Hace un par de meses cuando revisaba las películas de Nicholas Ray para escribir su dossier, en una de las escenas de Relámpago sobre el agua, Wim Wenders decía: "En el taxi, camino del aeropuerto, me planteé una pregunta: ¿Desde qué temprana edad yo había deseado morir? O quizá no morir, sino experimentar la muerte. Experimentar la muerte sin morir...".
Yo experimenté la muerte a una edad muy temprana, recuerdo caminar entre los panteones de la mano de mi abuela los domingos grises. Recuerdo las fotos de las lápidas, en muchas aparecían rostros de niños rodeados por ángeles, y siento aún la hendidura provocada por el roce de la piedra de las tumbas en mis dedos. Recuerdo la presencia constante de mi abuelo muerto como un fantasma omnipresente. Siendo demasiado pequeña comprendí que la muerte no era cosa de viejos, y ese descubrimiento me convirtió en una vieja prematura de siete años que había experimentado la muerte sin morir muchas veces. Era y sigo siendo como el pájaro cantor, sorprendida de estar viva cada mañana.
En Restless el director juega con la muerte, se apodera de ella y de toda la parafernalia que la rodea, aquella que tanto criticaba Nate Fisher en el capítulo piloto de A dos metros bajo tierra (Alan Ball, 2001). Gus Van Sant se apodera también de toda la angustia y el dramatismo que sin duda hay detrás de toda pérdida para enseñarnos, recordarnos más bien, que la vida se vive. Después de Gerry (2002), Elephant (2003) y Last Days (2005), la llamada trilogía de la muerte, que se alargó también en Paranoid Park (2007), Gus Van Sant nos ofrece una película que se erige como un revulsivo que desprende optimismo y felicidad. Aquellos a los que nos gusta Gus Van Sant (los que perdonamos hasta el remake de Psicosis) probablemente nos acercamos con cierto temor a la película, porque el director ha basculado durante toda su carrera, entre las incursiones en el cine más comercial (donde siempre ha conservado su impronta) y el cine totalmente experimental.

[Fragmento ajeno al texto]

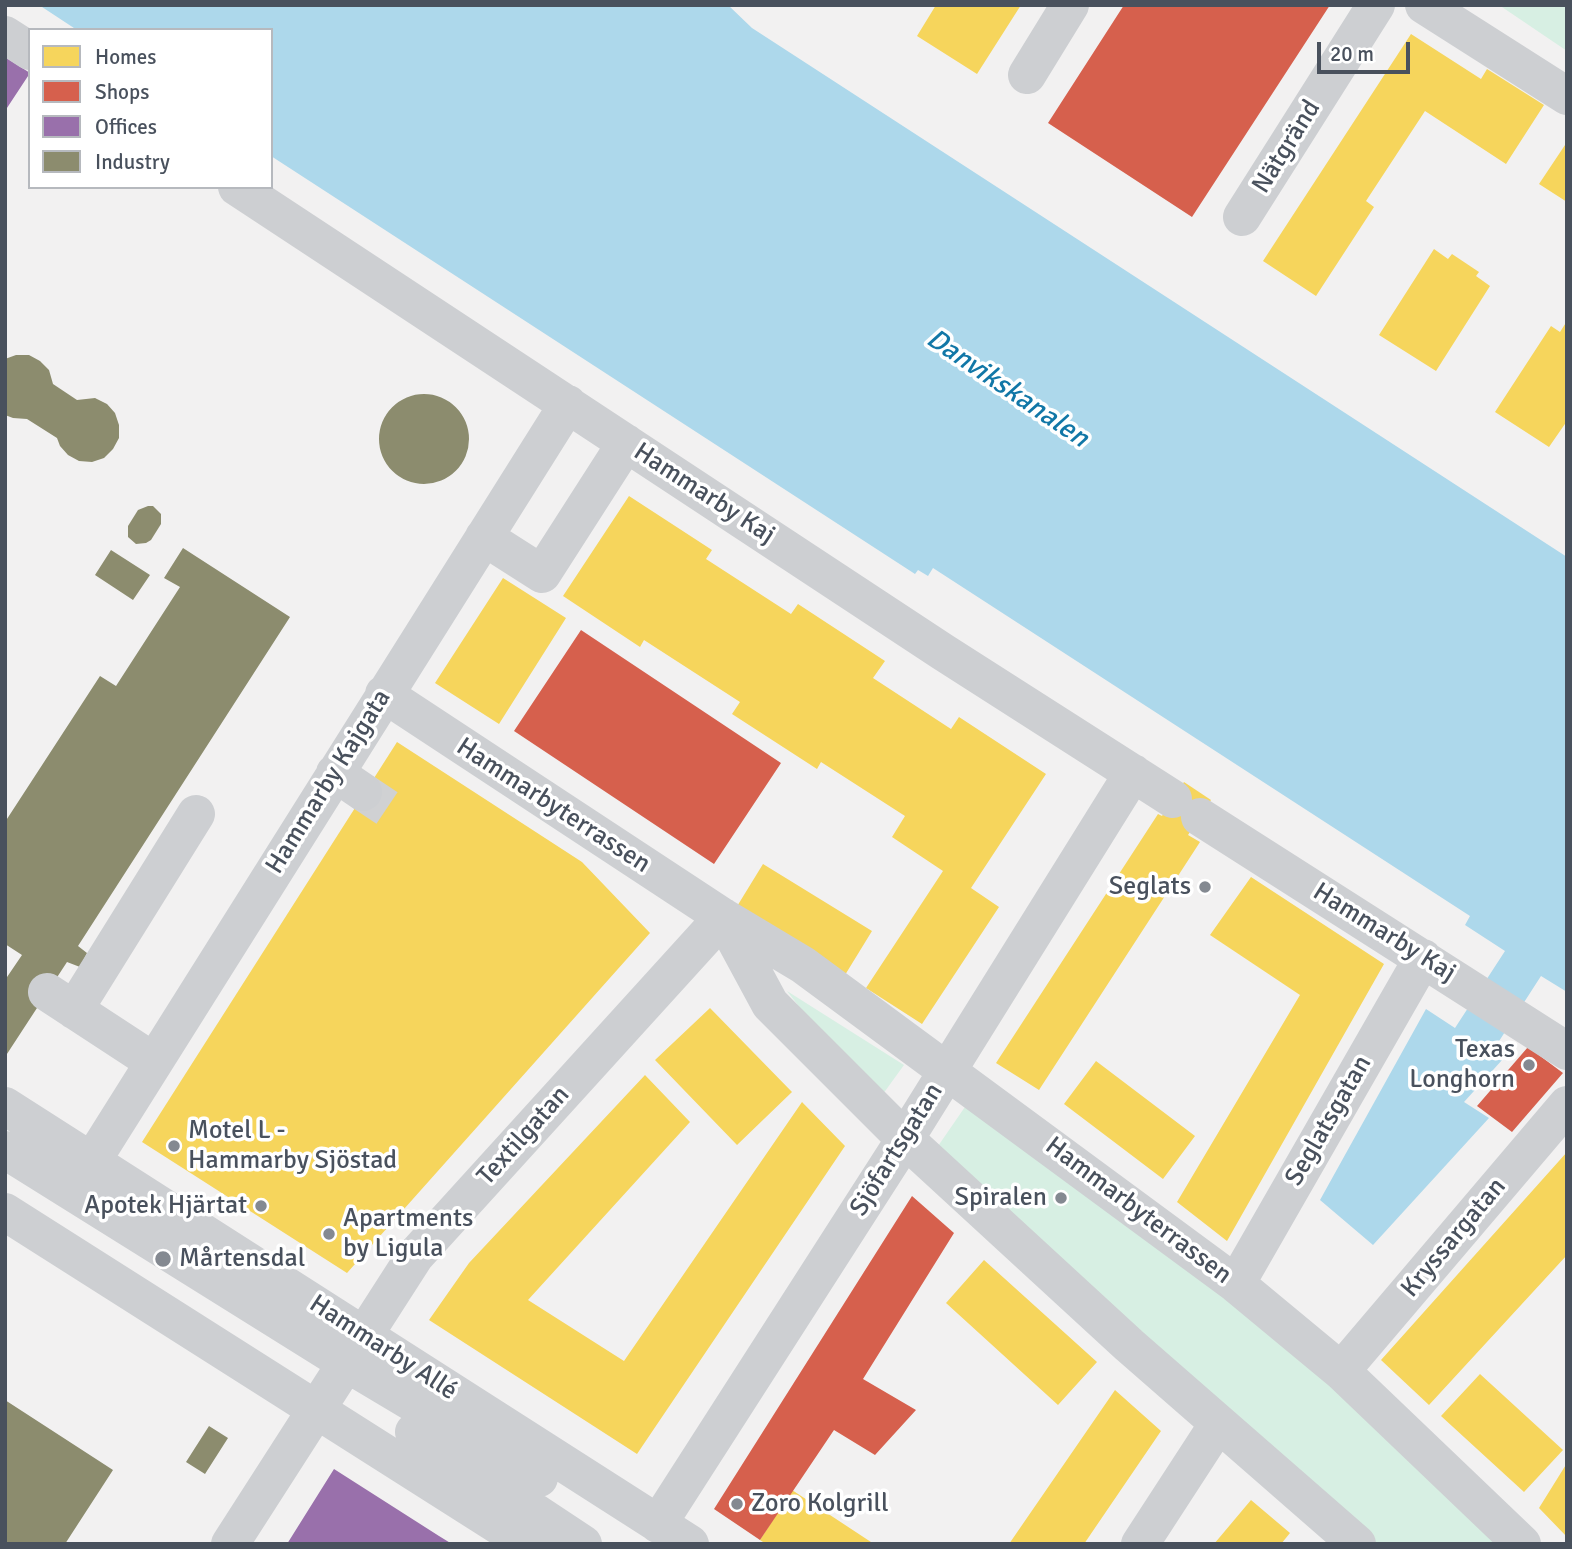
<!DOCTYPE html>
<meta charset="utf-8">
<style>
body{margin:0}
#map{position:relative;width:1572px;height:1549px;overflow:hidden;background:#f2f1f1;font-family:Signika,sans-serif}
canvas{display:block}
.frame{position:absolute;inset:0;border:7px solid #49515d;pointer-events:none}
.legend{position:absolute;left:28px;top:28px;width:245px;height:161px;box-sizing:border-box;background:#fff;border:2px solid #b6b9be;margin:0;padding:9px 12px;list-style:none;font-size:21px;color:#49515d}
.legend li{display:flex;align-items:center;gap:14px;height:35px}
.legend b{width:35px;border:2px solid #b6b9be}
.scale{position:absolute;left:1317px;top:42px;width:93px;height:32px;box-sizing:border-box;border:4px solid #49515d;border-top:0;padding-left:9px;font-size:21px;line-height:24px;white-space:nowrap;color:#49515d;-webkit-text-stroke:5px #fff;paint-order:stroke}
</style>
<div id="map">
<canvas width="1572" height="1549"></canvas>
<div class="frame"></div>
<ul class="legend">
<li><b style="height:19px;background:#f6d55c"></b>Homes</li>
<li><b style="height:19px;background:#d6604d"></b>Shops</li>
<li><b style="height:19px;background:#9970ab"></b>Offices</li>
<li><b style="height:19px;background:#8c8c6e"></b>Industry</li>
</ul>
<div class="scale">20 m</div>
</div>
<script>
const g = document.querySelector('canvas').getContext('2d');
g.lineJoin = 'round';
function fill(path, color) { g.fillStyle = color; g.fill(path, 'evenodd'); }
function strokePath(path, color, width, dash) { g.strokeStyle = color; g.lineWidth = width; g.lineCap = dash ? 'butt' : 'round'; g.setLineDash(dash || []); g.stroke(path); }
function label(font, color, halo, rows, align = 'center') {
  g.font = font + ' Signika,sans-serif'; g.lineWidth = 7; g.setLineDash([]); g.textBaseline = 'middle'; g.strokeStyle = halo; g.fillStyle = color; for (const [text, x, y, turn = 0] of rows) {
    g.save(); g.translate(x, y); g.rotate((+turn || 0) * Math.PI / 180); g.textAlign = isNaN(turn) ? turn : align; if (halo) g.strokeText(text, 0, 0); g.fillText(text, 0, 0); g.restore();
  }
}
fill(new Path2D(`
 M1499,5H1567V51Z
 M787,991L904,1065L875,1105Z
 M967,1104L1244,1306L1501,1544H1377L1290,1469L936,1149Z`), '#d7efe3');
fill(new Path2D(`
 M39,5H728L752,28L1567,557V992L1541,976L1492,1052L1503,1059L1464,1102L1489,1118L1373,1245L1320,1200L1426,1009L1455,1028L1505,951L1465,925L1470,916L933,568L928,576L918,570L915,574L271,156V30H77Z`), '#add8eb');
fill(new Path2D(`
 M936,5H1021L977,74L917,36Z
 M1411,34L1481,79L1487,69L1544,105L1506,164L1425,111L1366,201L1374,207L1316,296L1263,261Z
 M1567,142V202L1539,184Z
 M1434,249L1448,259L1452,254L1479,272L1476,276L1490,286L1436,371L1379,335Z
 M1567,321V421L1549,447L1495,412L1551,326L1560,332Z
 M629,496L712,550L706,559L791,614L798,604L885,661L873,678L951,729L959,717L1046,774L971,888L999,907L922,1024L866,988L943,871L892,837L905,816L821,762L817,769L732,714L740,702L644,640L640,647L563,596Z
 M503,578L566,618L499,724L435,683Z
 M397,742L582,862L650,933L347,1273L142,1142Z
 M1184,782L1211,800L1188,835L1200,842L1039,1090L996,1063L1158,814L1162,816Z
 M763,864L872,931L845,975L736,908Z
 M1251,877L1384,964L1227,1241L1177,1202L1300,995L1210,935Z
 M710,1008L792,1092L737,1145L655,1060Z
 M1096,1061L1195,1136L1163,1179L1064,1104Z
 M645,1075L690,1122L528,1300L624,1361L802,1102L845,1146L637,1454L429,1320L469,1263Z
 M1567,1152V1255L1429,1405L1381,1360Z
 M984,1260L1097,1362L1058,1405L946,1303Z
 M1480,1374L1563,1450L1524,1492L1441,1416Z
 M1115,1390L1161,1431L1084,1544H1009Z
 M1567,1463V1537L1539,1508Z
 M792,1490L874,1544H766L760,1540Z
 M1251,1500L1290,1533L1281,1544H1214Z`), '#f6d55c');
fill(new Path2D(`
 M1124,5H1330L1192,217L1048,123Z
 M581,630L781,763L714,864L514,731Z
 M1528,1047L1563,1073L1512,1132L1477,1106Z
 M912,1196L954,1233L863,1379L916,1410L875,1455L834,1430L760,1540L714,1509Z`), '#d6604d');
fill(new Path2D(`
 M5,57L30,73L5,111Z
 M334,1469L439,1536L452,1544H287Z`), '#9970ab');
fill(new Path2D(`
 M16,355H29L40,361L49,370L53,384L77,400L95,398L107,404L115,413L119,425V438L113,449L104,458L92,462L79,461L68,455L60,446L57,438L27,419L13,418L5,415V359Z
 M379 439a45 45 0 1 1 90 0a45 45 0 1 1-90 0Z
 M148,506H153L161,514V524L151,540L146,543L136,544L128,537V526L138,510Z
 M183,548L290,617L78,946L87,953L80,967L67,962L5,1057V980L22,955L5,944V822L100,676L116,686L180,587L164,578Z
 M111,550L150,575L133,600L95,575Z
 M5,1400L113,1470L65,1544H5Z
 M209,1426L228,1438L205,1474L186,1462Z`), '#8c8c6e');
strokePath(new Path2D(`
 M363,792L387,808`), '#d0d1d3', 38, [38, 19]);
strokePath(new Path2D(`
 M1424,5L1567,96
 M5,35L30,51
 M1027,75L1070,5
 M237,187L943,652L1173,799
 M1242,217L1376,5
 M484,537L542,574L626,443
 M384,694L723,917L803,965L1236,1284L1341,1371L1522,1544
 M335,773L363,792
 M1200,817L1567,1051
 M723,917L770,1004L905,1139L1129,1345L1357,1544
 M47,992L154,1062
 M74,1010L196,814
 M5,1106L690,1544
 M5,1150L346,1363L539,1478
 M92,1161L568,404
 M5,1212L528,1544
 M1236,1284L1423,958
 M1341,1371L1567,1105
 M414,1432L583,1544
 M658,1524L905,1139L1133,773
 M230,1544L415,1256L723,917
 M1140,1544L1218,1424`), '#cdcfd2', 38);
for (const [x, y, r, color] of [
 [1205,887,7,"#848991"],
 [1529,1065,7,"#848991"],
 [174,1146,7,"#848991"],
 [1061,1198,7,"#848991"],
 [261,1206,7,"#848991"],
 [329,1234,7,"#848991"],
 [163,1259,9,"#848991"],
 [737,1504,7,"#848991"]
]) { const dot = new Path2D(); dot.arc(x, y, r, 0, 2 * Math.PI); g.fillStyle = color; g.fill(dot); strokePath(dot, '#fff', 2.5); }
label('26px', '#49515d', '#fff', [
 ["Nätgränd",1287,147,-58],
 ["Hammarby Kaj",704,494,33],
 ["Hammarby Kajgata",329,782,-58],
 ["Hammarbyterrassen",553,806,33],
 ["Hammarby Kaj",1384,933,32],
 ["Seglatsgatan",1329,1121,-60],
 ["Textilgatan",524,1136,-48],
 ["Sjöfartsgatan",897,1150,-58],
 ["Hammarbyterrassen",1138,1211,37],
 ["Kryssargatan",1454,1238,-50],
 ["Hammarby Allé",383,1348,33]
]);
label('26px', '#49515d', '#fff', [
 ["Seglats",1191,887],
 ["Texas",1515,1050],
 ["Longhorn",1515,1080],
 ["Motel L -",188,1131,"left"],
 ["Hammarby Sjöstad",188,1161,"left"],
 ["Spiralen",1047,1198],
 ["Apotek Hjärtat",247,1206],
 ["Apartments",343,1219,"left"],
 ["by Ligula",343,1249,"left"],
 ["Mårtensdal",179,1259,"left"],
 ["Zoro Kolgrill",751,1504,"left"]
], 'right');
label('italic 28px', '#1177a7', '#fff', [
 ["Danvikskanalen",1007,389,34]
]);
</script>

Pese a ello, creo que es justo decir que Gus Van Sant es el más autor de todos los directores estadounidenses de su generación, y el que más se ha liberado de la gracia formal para mirar al futuro del cine. Esta nueva película es el eje entre ese cine sometido a la industria y la experimentación.
Restless cuenta una pequeña historia de amor donde Enoch (Henry Hopper) se enamora de Annabel (Mia Wasikowska), una enferma terminal a la que le quedan pocos meses de vida. Él es un joven traumatizado por haber sobrevivido a la muerte de sus padres en un accidente. Permaneció en coma durante meses y eso le impidió acudir al funeral y poder despedirse de ellos. Este hecho le ha dejado anclado en un punto sensorial entre la vida y la muerte, tanto que el fantasma de Hiroshi Takahashi (Ryo Kase), un piloto japonés kamikaze muerto durante la Segunda Guerra Mundial, lo acompaña. Atormentado por el accidente de sus padres, Enoch acude a todos los funerales que puede, en uno conoce a la chica: pelo corto a lo Jean Seberg, ademanes andróginos, ropa de segunda mano, y su nombre Annabel parece anunciar su tragedia. La fragilidad que desprenden, sobre todo él, su estética decimonónica pero actual, convierte la película de Gus Van Sant en un alegato romántico totalmente atemporal. Enoch parece fascinado con la muerte, es como un personaje de Jean Lorrain, inserto en el decadentismo francés.Annabel, en cambio, es fuerte y está llena de vida, le encanta leer a Charles Darwin, y está totalmente alucinada con un pájaro cantor que cree morir cada vez que anochece, y que a la mañana cuando sale el sol, se sorprende de seguir viviendo, y entonces entona una bella canción.
Enoch y Annabel pasean juntos el tiempo que a ella le resta, sus cuerpos en la pantalla son siluetas estilizadas, como fantasmas perfilados con tiza. Toda esta sencillez, esta economía de la imagen culmina en una escena preciosa durante la noche de Halloween. En esta escena Enoch, vestido de kamikaze japonés, y Annabel, vestida de geisha, se persiguen por un bosque, haciendo hincapié en esa atmósfera etérea como de sueño que acompaña a toda la película. Una historia de cementerios y sobre la muerte, contada sin estridencias, sin excesos.La vida, parece decir Gus Van Sant, es asomarse al tiempo. Ambos protagonistas parecen aceptar las reglas del juego. Al ritmo de las canciones de los Beatles, de Nico y Sufjan Stevens, pasean su historia de amor, el vínculo que se establece entre ambos, es la posibilidad para Enoch de superar su trauma, la oportunidad para decir adiós y, por qué no, una manera sosegada de abandonar este mundo.